NY, NY, - at 2015-02-21 04:17:01 EDT
Очень интересные воспоминания. Тоже "Люди,годы,жизнь". Только не Эренбурга. Интересно, что как раз напротив этих доходных домов, на той же Кировской, за Главпочтамтом во дворе тоже находился доходный дом. Там жила семья художника Осмёркина. С его старшей дочерью Таней я был знаком с 1953 года и довольно долгие годы у нас были общие друзья, да и она бывала у меня в гостях. Мы бывали с моим другом Анатолием Агамировым-Сацем - известным позднее музыкальным журналистом - в том же доме у нашей общей подруги - позднее ставшей женой московского поэта и художника Леонида Завальнюка. От Агамирова я узнал, что мама Тани Осмеркиной и её сестры - мадам Гриншпун, и что она познакомилась с Осмёркиным в Париже. Мой друг знал все эти биографии от своей тёти Розенель-Луначарской . Никогда бы не мог предположить, что Осмёркин ждал немцев в Москве, хотя должен был ясно себе представлять судьбу детей и жены. Если всё, рассказанное Юлием действительно имело место. Возможно, что это и аберрация памяти и это был кто-то другой? Мы этого не узнаем и поскольку Юлий - единственный свидетель того времени, должны принять эту версию вполне реальной. Когда я познакомился с Таней Осмеркиной её отца в живых уже не было.

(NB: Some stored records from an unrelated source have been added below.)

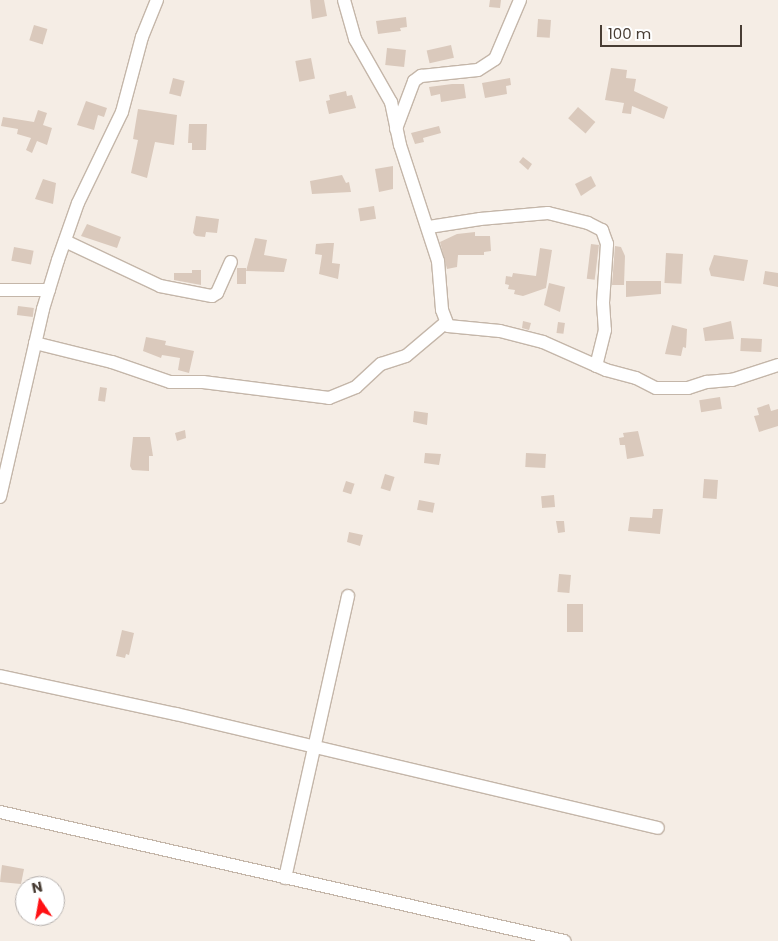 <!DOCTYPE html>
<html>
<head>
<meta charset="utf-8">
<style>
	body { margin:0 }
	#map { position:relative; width:778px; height:941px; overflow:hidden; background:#f5ede5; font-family:Poppins,sans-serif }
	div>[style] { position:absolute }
	.building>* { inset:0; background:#dac9bc; transform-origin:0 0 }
	.roads { filter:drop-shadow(1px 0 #c4b6a9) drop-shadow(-1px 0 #c4b6a9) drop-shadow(0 1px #c4b6a9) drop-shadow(0 -1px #c4b6a9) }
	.minor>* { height:12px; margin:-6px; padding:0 6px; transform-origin:6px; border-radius:6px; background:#fff }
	span { translate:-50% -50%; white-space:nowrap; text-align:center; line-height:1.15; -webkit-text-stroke:4px #fff; paint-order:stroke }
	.north { position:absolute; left:15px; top:876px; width:50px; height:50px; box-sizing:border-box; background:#fff; border:1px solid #b6b1ae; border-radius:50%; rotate:348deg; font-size:14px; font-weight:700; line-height:20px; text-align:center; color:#483d34 }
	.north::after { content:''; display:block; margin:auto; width:18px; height:22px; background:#ff1114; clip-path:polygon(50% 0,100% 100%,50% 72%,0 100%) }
	.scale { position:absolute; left:600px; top:25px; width:142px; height:22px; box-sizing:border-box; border:2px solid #483d34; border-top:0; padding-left:6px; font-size:15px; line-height:18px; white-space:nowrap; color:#483d34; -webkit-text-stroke:4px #fff; paint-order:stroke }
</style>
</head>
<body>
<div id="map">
	<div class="building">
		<i style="clip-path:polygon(310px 0,324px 0,327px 16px,312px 19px)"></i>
		<i style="clip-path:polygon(490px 0,501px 0,500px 8px,489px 7px)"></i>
		<i style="clip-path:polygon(406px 17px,407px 27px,400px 28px,401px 31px,378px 34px,376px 21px)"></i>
		<i style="left:538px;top:19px;width:13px;height:18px;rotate:4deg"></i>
		<i style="left:34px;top:25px;width:14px;height:16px;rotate:17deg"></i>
		<i style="left:451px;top:45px;width:13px;height:25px;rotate:77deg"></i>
		<i style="left:387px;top:48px;width:19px;height:17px;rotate:6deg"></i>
		<i style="left:311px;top:58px;width:21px;height:16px;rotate:79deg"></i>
		<i style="clip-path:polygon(611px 68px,627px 70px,626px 78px,636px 79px,634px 91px,668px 107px,664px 119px,632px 106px,631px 114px,622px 113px,624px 103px,605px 100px)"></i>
		<i style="left:173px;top:78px;width:12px;height:16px;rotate:14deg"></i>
		<i style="clip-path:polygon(510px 78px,511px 85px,506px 86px,507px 94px,485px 98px,482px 83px)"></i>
		<i style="clip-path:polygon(452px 84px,464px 84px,466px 98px,441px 102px,440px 94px,431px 96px,429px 87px)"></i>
		<i style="clip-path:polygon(346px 91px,347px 96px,352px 95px,356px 108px,329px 114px,326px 101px,330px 100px,329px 95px)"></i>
		<i style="clip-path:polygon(86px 101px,107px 108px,104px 117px,98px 115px,94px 130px,77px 125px)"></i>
		<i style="left:578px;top:107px;width:23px;height:15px;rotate:41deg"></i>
		<i style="clip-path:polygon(138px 109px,177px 115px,174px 145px,155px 142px,147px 178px,131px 173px,138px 140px,133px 139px)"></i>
		<i style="clip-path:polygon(38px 110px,47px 113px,43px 125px,52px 128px,47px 145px,37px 141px,32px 153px,26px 150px,31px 138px,17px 134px,18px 129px,1px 126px,3px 117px,34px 122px)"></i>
		<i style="clip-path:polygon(189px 124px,207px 124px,206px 150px,192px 150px,192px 143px,188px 143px)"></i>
		<i style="clip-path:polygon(439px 126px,441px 133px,423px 138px,424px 142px,415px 144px,411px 133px)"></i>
		<i style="clip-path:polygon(523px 157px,532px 164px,528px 170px,519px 162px)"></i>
		<i style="clip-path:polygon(393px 166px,393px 189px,379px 192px,375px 169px)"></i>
		<i style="clip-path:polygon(342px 175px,346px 183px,349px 182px,351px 192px,312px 194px,310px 181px)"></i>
		<i style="clip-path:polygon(591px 176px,596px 186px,581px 196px,575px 184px)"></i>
		<i style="clip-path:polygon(43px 179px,56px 183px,53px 204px,35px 199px)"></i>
		<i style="left:374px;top:206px;width:13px;height:16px;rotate:81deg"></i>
		<i style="clip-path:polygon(196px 216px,219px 219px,217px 233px,206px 232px,205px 237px,196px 236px,193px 233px)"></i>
		<i style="clip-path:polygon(87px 224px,121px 237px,117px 248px,81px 236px)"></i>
		<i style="clip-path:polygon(475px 232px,475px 236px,490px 236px,491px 251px,484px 252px,484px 255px,458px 255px,457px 267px,447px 269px,440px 242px,457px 234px)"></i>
		<i style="clip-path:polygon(255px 238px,267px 240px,264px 255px,287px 259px,284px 272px,246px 271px)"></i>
		<i style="clip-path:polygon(327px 243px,334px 243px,332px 263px,340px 264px,338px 279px,319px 274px,322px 255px,315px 254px,316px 244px)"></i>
		<i style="left:591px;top:244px;width:8px;height:35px;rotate:7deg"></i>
		<i style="clip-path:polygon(615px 246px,621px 247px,625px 256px,624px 285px,612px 285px)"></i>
		<i style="left:14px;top:247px;width:20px;height:14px;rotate:11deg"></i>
		<i style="clip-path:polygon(540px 248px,552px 250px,546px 288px,523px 296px,514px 294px,515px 290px,508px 289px,509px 285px,505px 284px,506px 276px,512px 277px,513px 273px,536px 276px)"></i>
		<i style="left:666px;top:253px;width:17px;height:30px;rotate:3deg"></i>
		<i style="clip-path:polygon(714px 255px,748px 260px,744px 281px,711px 276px,709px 269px)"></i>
		<i style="left:237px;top:268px;width:9px;height:16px"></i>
		<i style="clip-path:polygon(192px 270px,201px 270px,201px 285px,174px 280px,174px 273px,192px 273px)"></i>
		<i style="clip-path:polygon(765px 271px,778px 273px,778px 287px,763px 284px)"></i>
		<i style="clip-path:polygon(626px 281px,661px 281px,661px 294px,626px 297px)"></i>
		<i style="clip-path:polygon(549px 283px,565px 287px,560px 312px,544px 305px)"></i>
		<i style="left:18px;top:306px;width:16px;height:9px;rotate:7deg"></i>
		<i style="clip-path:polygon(523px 321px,531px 323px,529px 330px,522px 328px)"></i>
		<i style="clip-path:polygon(731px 321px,734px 339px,705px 341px,703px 328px)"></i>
		<i style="left:558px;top:322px;width:7px;height:11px;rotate:8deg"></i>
		<i style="clip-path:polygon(672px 325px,687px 329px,686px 348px,683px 347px,681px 356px,665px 354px)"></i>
		<i style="clip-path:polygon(146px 337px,166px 341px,165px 345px,194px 351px,189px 373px,178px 370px,180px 358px,162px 355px,161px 358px,143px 351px)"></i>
		<i style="left:741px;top:338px;width:21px;height:13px;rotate:3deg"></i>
		<i style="left:100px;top:387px;width:7px;height:14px;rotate:8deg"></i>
		<i style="left:720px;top:397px;width:12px;height:21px;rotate:81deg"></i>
		<i style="clip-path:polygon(769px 404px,771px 411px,778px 409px,778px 426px,759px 432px,754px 416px,759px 415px,757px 408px)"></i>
		<i style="clip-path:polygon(414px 411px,428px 413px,427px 425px,413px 422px)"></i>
		<i style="clip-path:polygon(185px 430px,186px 438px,177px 441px,175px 433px)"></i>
		<i style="clip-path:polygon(638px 431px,644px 456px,627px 459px,625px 445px,620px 445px,619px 438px,624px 437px,623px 433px)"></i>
		<i style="clip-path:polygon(133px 437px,150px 437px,153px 456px,149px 456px,149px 471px,132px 470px,130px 466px)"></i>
		<i style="clip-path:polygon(425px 453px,441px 454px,439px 465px,424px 463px)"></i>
		<i style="left:526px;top:453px;width:20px;height:14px;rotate:3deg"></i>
		<i style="left:385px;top:474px;width:10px;height:15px;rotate:17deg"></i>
		<i style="left:704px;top:479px;width:14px;height:19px;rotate:4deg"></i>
		<i style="left:346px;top:481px;width:9px;height:11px;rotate:18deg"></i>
		<i style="left:554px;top:495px;width:12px;height:13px;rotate:85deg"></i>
		<i style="left:419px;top:500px;width:16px;height:10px;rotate:11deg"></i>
		<i style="clip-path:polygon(653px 509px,663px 509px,660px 534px,628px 531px,630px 517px,652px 518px)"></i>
		<i style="clip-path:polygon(556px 521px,564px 521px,565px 532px,558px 533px)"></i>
		<i style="clip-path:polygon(349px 532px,363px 535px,360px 546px,347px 542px)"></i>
		<i style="left:559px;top:574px;width:12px;height:18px;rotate:5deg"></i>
		<i style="left:567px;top:604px;width:16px;height:28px"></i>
		<i style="clip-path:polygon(122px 630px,134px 633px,129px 655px,126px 654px,125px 658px,116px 656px)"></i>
		<i style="clip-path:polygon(2px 865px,24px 869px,21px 884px,0 882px)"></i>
	</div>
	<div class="roads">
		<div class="minor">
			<i style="left:344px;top:0;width:41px;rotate:74.2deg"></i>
			<i style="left:355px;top:39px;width:73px;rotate:60.3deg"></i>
			<i style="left:391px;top:102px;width:44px;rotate:78.2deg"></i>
			<i style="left:400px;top:145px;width:122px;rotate:71.9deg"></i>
			<i style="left:438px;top:261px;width:49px;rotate:85.3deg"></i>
			<i style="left:442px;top:310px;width:17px;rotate:69deg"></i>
			<i style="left:448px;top:326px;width:52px;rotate:5.5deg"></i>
			<i style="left:500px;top:331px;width:44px;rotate:14.3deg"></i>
			<i style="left:543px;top:342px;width:69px;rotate:24deg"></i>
			<i style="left:606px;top:370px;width:31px;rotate:15deg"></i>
			<i style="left:636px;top:378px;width:22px;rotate:27deg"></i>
			<i style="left:656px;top:388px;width:32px"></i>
			<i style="left:688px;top:388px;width:20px;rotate:-18deg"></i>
			<i style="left:707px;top:382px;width:25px;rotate:-5deg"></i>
			<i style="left:732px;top:380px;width:48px;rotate:-18.1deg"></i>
			<i style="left:396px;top:129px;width:51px;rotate:-69.4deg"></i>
			<i style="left:414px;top:81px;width:9px;rotate:-36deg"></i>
			<i style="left:421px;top:76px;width:57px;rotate:-6deg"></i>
			<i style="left:478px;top:70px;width:20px;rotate:-33deg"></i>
			<i style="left:495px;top:59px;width:64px;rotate:-67deg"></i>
			<i style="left:429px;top:227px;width:52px;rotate:-8.9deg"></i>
			<i style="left:480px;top:219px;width:68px;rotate:-5deg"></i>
			<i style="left:548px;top:213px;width:41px;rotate:14deg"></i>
			<i style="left:588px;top:223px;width:16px;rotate:27deg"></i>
			<i style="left:602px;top:230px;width:15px;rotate:70deg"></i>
			<i style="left:607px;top:244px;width:59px;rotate:93.9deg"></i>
			<i style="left:603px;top:303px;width:27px;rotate:86deg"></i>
			<i style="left:605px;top:330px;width:37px;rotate:104deg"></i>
			<i style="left:65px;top:241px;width:105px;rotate:25.3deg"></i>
			<i style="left:160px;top:286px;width:53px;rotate:10.9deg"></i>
			<i style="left:212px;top:296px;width:6px;rotate:-31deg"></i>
			<i style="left:217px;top:293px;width:34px;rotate:-66deg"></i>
			<i style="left:0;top:290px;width:49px"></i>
			<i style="left:35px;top:343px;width:79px;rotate:13.9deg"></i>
			<i style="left:112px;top:362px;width:61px;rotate:19deg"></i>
			<i style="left:170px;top:382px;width:33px"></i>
			<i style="left:203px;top:382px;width:127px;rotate:7.2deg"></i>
			<i style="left:329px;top:398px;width:29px;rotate:-22deg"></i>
			<i style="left:356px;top:387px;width:34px;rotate:-43deg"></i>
			<i style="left:381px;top:364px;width:26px;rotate:-18deg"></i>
			<i style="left:406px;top:356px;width:51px;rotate:-40.2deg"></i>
			<i style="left:0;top:497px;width:193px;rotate:-77.1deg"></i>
			<i style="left:43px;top:309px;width:51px;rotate:-73deg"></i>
			<i style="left:58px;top:260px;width:60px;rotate:-70.7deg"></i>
			<i style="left:78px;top:203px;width:101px;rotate:-64.2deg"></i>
			<i style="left:122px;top:112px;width:78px;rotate:-75.1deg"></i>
			<i style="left:142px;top:37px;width:40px;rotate:-68deg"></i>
			<i style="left:0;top:676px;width:180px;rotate:12.2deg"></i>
			<i style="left:176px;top:714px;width:495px;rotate:13.3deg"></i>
			<i style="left:0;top:812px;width:579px;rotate:12.88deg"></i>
			<i style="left:285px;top:878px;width:289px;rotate:-77.4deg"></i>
		</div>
	</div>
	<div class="north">N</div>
	<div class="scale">100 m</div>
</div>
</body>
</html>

Маленькая деталь: в июне 1941 в Москве ещё никто не сжигал документов. Я правда, жил далеко от Кировской - на Большой Калужской, но уехал с мамой их Москвы в середине июля 1941 года и до паники в Москве было ещё очень далеко. Жизнь стала напряжённой, что вполне понятно из-за начавшихся воздушных тревог, но ещё вполне была почти нормальной. Даже карточной системы ещё не было введено. Это, конечно мелочь. Воспоминания исключительно интересны и спасибо за них автору.

Борис Э.Альтшулер
- at 2015-02-21 02:10:14 EDT
Интересные характерные воспоминания с иллюстрациями, несмотря на маленькие споткновения. Например, "Мы ждем Шарло", – ответил кто-то на вопрос Грановской. Загадочным "Шарло" оказался Чарли Чаплин. Высокий, стройный, веселый и, скорее, светлый шатен, чем брюнет из фильмов," Если мужчину ростом 1,64 см считать высоким... Но это мелочи. Великолепно передана атмосфера в Москве, ожиданиe гитлеровской оккупации. Спасибо автору за живые интерсные воспоминания, а коллегам за наводку.
Анатолий Шнайдер
- at 2015-02-21 01:22:51 EDT
Действительно, к рекомендации Игоря Манделя стоит прислушиваться. Стопроцентное попадание - гарантировано.
Благородство интонации - первое, что радует и завораживает.
Ну и, конечно. неизбитый, необглоданный, как это часто бывает в эссе материал.
Из того, что прочел, этот текст пока лучший в выпуске.

Марк Зайцев
- at 2015-02-21 01:17:48 EDT
Спасибо Игорю Манделю за ссылку. Потрясающе интересно! Особенно воспоминания о художниках, которые рисовали портреты Гитлера, ожидая прихода немецких войск в Москву осенью 41-го.
Igor Mandel
Fair Lawn, NJ, USA - at 2015-02-20 23:25:33 EDT
Ужасно интересно; идет такая подспудная жизнь, в стороне (и одновременно не в стороне) от всего происходящего; вспыхивают и гаснут то знакомые, то совсем нет имена (один Лабас чего стоит; Осмеркин; Блюмкин...),и на всем грусть целой эпохи. Огромное спасибо!